The Clark County Council has unanimously approved a recommendation to deny a proposal from a Ridgefield-based mining company to redesignate a private residential road in rural Washougal as a public thoroughfare, delivering another blow to the company’s long-standing hopes of resuming mining activity in the area.
“It wasn’t surprising,” Nathan Baker, an attorney for the Friends of the Columbia Gorge (FCG) nonprofit organization, said about the decision, which the Council made during its meeting on July 16. “It was really the only potential outcome. The Council definitely made the right decision here. We referred to this (proposal) as a Trojan horse loaded with problems.”
Ridgefield resident Judith Zimmerly, the owner of the sand and gravel operation known as the Washougal Pit, filed a proposal with the County in 2021 to dedicate Southeast 356th Avenue as a public mining-haul road in an effort to resume mining operations at the Pit, which was illegally mined by the Vancouver-based Nutter Corporation from late summer 2017 until the summer of 2020.
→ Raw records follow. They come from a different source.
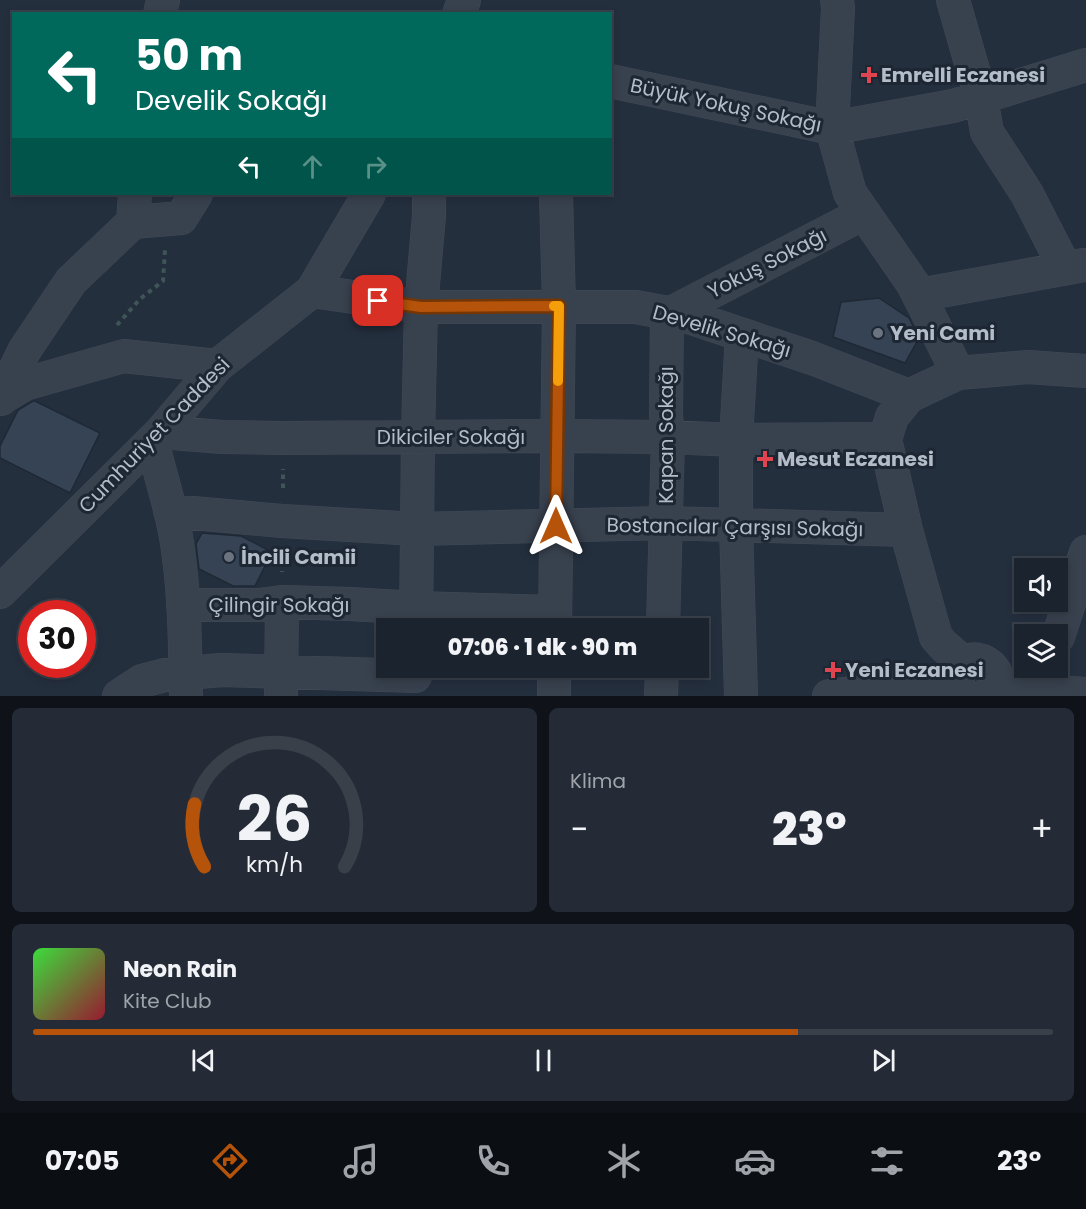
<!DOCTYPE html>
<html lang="tr">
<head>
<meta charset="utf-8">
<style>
	body { margin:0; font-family:Poppins,sans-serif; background:#242b36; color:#f1f3f6; height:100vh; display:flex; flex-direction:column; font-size:22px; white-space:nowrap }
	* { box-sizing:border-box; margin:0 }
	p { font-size:20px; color:#a0a4aa }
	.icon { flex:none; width:33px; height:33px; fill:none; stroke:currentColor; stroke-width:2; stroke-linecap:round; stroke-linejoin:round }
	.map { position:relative; height:696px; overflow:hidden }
	.side { display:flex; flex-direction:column; gap:12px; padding:12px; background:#0f1319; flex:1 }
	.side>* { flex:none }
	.hud { position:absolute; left:12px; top:12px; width:600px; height:183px; border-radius:0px; box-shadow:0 3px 9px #0003,0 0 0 2px #39404a; background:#00695c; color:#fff; overflow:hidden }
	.tools { position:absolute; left:1014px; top:558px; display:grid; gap:12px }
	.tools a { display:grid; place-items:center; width:54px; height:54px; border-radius:0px; background:#1b232e; box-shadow:0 3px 9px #0003,0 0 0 2px #39404a; font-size:30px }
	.speed { position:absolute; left:18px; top:600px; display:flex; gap:12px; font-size:30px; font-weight:700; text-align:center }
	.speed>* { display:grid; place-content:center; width:78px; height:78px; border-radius:50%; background:#1b232e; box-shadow:0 3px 9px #0003,0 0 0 2px #39404a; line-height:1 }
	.speed .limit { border:9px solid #d22; background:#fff; color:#111 }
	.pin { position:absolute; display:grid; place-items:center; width:51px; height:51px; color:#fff; margin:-26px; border-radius:12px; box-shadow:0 3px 9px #0006 }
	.me { position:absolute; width:66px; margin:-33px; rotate:0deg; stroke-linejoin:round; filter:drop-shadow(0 0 4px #0008) }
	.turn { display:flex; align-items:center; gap:21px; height:126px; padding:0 24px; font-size:27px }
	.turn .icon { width:78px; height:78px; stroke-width:2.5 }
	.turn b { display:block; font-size:42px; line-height:51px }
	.lanes { display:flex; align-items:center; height:57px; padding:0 24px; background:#0003; justify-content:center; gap:30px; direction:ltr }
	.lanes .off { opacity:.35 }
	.big { font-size:45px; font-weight:800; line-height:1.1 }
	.side .tile { flex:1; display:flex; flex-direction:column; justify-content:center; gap:9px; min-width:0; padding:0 21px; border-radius:9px; background:#242b36 }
	.side .dial { align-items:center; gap:0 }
	.dial svg { height:156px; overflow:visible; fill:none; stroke:#39404a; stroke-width:7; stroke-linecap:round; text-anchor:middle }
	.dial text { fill:#f1f3f6; stroke:none }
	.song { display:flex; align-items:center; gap:18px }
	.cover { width:72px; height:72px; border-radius:9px; background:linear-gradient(135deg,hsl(120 70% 55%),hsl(350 70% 35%)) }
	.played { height:6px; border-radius:3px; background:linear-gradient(90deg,#b45309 75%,#39404a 75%) }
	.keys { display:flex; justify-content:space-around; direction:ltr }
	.heat { display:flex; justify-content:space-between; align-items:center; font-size:33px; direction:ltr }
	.side .tiles { flex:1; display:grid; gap:12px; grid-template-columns:1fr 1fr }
	.tile:last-child { grid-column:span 2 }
	.trip { position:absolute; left:376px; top:618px; width:333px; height:60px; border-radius:0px; background:#1b232e; box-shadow:0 3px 9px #0003,0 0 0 2px #39404a; font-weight:800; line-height:60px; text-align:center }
	.tab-bar { display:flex; height:96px; justify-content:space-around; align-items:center; background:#0b0e12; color:#a0a4aa }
	.tab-bar .icon { width:42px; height:42px }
	.tab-bar .selected { color:#b45309 }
	.tab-bar b { font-size:27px; color:#f1f3f6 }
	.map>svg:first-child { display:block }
	.building { fill:#364354; stroke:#1f2835; stroke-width:1.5 }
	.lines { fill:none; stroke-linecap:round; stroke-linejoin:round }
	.minor-casing { stroke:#414a57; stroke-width:34 }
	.path { stroke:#3f5557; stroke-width:4; stroke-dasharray:4.5 4.5; stroke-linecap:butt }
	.minor { stroke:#38414e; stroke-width:33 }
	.route-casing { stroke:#753606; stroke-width:15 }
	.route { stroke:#b45309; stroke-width:10 }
	.slow { stroke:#f59e0b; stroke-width:10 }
	.health-dot { fill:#e0444e; stroke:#1d2633; stroke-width:2 }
	.worship-dot { fill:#6b7280; stroke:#1d2633; stroke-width:2 }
	.labels { text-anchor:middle; stroke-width:6; stroke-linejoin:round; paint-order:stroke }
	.poi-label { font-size:20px; font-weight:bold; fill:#b4bcc9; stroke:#1d2633; text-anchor:start }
	.street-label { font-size:20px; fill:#b4bcc9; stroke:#1d2633 }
</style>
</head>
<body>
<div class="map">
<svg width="1086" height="696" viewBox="0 0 1086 696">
	<rect width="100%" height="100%" fill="#242f3e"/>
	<path class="building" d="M879,298L909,318L919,338L905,363L833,337L841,302Z
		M33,401H35L100,433L70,493L0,458V446L18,410Z
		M202,533L241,536L272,552L255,586H233L199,569L196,544Z"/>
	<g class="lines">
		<g class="minor-casing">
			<path id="minor" d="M837,0L838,8L832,128L850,193L913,284L958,373
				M953,0L981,98L987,132L1027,194L1065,268
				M160,14L163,0
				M459,14L464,0
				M610,81L832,128L953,106L1086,65
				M133,222L181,218L196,194
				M312,291L421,307H636L689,317L812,358L909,396
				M919,295L1084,265
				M671,313L864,213
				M0,399L25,384L124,356L217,366
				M1,399L24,351L71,281L133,222L135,194
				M161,432L222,437L284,438L557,436L668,437L736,440L885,439
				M152,441C161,479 175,519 179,558C185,603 185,650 186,696
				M170,511L282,521L417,529L665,523L906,530
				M0,592L161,432L217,366L312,291L369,194
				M183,605H259L282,602L350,604L416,608L555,612
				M416,628L418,438L421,307L429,216V194
				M555,628L559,306L556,194
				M663,628L668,437L666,415L667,313
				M1058,637L1086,552
				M965,664L944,646L936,637L906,530L885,439L892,417L909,396L958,373L1028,367L1086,371
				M958,681C959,634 1024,675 984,696
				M996,681L1040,691L1086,694
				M119,696L142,681L165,675L221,670L415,676
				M281,696L282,602
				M554,696V668
				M661,696L662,668
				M741,696L736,525V440L742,335
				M829,696L958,679"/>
		</g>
		<path class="path" d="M117,325L140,299L163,281L165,250
			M283,488V469
			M282,553V572"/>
		<use href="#minor" class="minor"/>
	</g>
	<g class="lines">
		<g class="route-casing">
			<path id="route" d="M378,301L421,307L559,306L556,526"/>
		</g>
		<use href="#route" class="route"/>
		<path class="slow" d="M554,306H559L558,381"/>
	</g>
	<g class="health-dot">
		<path d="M866 66h6v6h6v6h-6v6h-6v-6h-6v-6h6z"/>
		<path d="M762 450h6v6h6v6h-6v6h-6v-6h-6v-6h6z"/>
		<path d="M830 661h6v6h6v6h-6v6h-6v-6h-6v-6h6z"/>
	</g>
	<g class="worship-dot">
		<circle cx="878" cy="333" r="6"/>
		<circle cx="229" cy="557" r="6"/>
	</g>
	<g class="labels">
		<g class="poi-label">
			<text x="881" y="82">Emrelli Eczanesi</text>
			<text x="890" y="340">Yeni Cami</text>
			<text x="777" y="466">Mesut Eczanesi</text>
			<text x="241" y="564">İncili Camii</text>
			<text x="845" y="677">Yeni Eczanesi</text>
		</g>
		<g class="street-label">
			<text transform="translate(726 105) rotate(12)" y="7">Büyük Yokuş Sokağı</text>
			<text transform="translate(767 263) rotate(-27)" y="7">Yokuş Sokağı</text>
			<text transform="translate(722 331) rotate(16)" y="7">Develik Sokağı</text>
			<text transform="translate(154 435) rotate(-46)" y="7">Cumhuriyet Caddesi</text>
			<text transform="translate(666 435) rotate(-90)" y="7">Kapan Sokağı</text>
			<text x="451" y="444">Dikiciler Sokağı</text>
			<text transform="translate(735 527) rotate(1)" y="7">Bostancılar Çarşısı Sokağı</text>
			<text x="279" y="612">Çilingir Sokağı</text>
		</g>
	</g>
</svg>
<div class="tools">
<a><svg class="icon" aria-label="sound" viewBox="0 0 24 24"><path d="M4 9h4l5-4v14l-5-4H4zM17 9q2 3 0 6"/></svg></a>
<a><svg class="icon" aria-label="layers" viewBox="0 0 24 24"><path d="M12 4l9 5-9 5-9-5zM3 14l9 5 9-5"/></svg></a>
</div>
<div class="speed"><div class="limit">30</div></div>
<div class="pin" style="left:378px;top:301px;background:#d93025"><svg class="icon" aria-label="arrive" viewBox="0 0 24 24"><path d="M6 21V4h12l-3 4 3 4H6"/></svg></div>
<svg class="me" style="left:556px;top:526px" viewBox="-20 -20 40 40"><path d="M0-17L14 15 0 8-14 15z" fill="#b45309" stroke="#fff" stroke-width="4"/></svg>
<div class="trip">07:06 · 1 dk · 90 m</div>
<div class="hud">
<div class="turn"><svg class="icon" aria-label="left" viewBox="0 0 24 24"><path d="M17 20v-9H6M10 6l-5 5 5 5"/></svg><div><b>50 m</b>Develik Sokağı</div></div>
<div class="lanes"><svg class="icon" aria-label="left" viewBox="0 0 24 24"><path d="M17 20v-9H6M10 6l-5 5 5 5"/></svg><svg class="icon off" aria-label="ahead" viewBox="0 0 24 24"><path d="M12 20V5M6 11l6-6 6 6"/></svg><svg class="icon off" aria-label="right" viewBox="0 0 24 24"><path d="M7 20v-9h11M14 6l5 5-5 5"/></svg></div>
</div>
</div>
<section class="side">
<div class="tiles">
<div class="tile dial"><svg viewBox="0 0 100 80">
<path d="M14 69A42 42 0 1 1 86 69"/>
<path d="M14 69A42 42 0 0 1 9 37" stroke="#b45309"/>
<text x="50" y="56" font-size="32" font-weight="700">26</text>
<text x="50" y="72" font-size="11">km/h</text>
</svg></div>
<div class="tile"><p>Klima</p>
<div class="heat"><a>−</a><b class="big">23°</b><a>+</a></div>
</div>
<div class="tile">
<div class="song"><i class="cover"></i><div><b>Neon Rain</b><p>Kite Club</p></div></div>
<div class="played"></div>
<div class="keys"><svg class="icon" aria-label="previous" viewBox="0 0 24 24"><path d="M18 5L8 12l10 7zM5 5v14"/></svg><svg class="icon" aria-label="pause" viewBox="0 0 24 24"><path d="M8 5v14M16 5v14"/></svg><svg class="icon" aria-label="next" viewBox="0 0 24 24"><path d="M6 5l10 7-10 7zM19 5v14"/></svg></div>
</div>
</div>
</section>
<nav class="tab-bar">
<b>07:05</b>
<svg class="icon selected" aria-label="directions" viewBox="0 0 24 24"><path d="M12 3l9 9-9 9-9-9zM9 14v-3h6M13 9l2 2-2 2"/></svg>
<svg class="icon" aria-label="music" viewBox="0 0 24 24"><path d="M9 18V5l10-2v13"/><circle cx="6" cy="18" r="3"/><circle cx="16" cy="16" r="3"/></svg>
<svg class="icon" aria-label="phone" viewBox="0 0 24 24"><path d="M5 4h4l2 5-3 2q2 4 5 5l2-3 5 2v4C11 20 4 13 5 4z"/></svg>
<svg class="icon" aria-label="climate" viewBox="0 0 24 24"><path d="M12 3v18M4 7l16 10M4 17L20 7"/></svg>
<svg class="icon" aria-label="car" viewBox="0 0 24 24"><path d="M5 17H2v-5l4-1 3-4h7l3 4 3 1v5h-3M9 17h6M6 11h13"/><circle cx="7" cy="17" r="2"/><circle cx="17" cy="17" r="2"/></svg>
<svg class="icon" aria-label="filters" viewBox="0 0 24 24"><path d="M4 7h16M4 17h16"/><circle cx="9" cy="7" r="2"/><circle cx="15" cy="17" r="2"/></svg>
<b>23°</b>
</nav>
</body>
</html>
The paved, private road is east of the Washougal city boundary; runs northerly approximately 2,200 feet from Southeast Evergreen Highway; is part of or adjacent to 15 separate parcels, including the Washougal Pit; and provides access for eight residential homes.
“If Zimmerly didn’t want to mine, they would have withdrawn that (road redesignation) application,” Baker said. “The fact that they proceeded with it and took up everyone’s time and energy, I think, is an indication that they are not giving up.”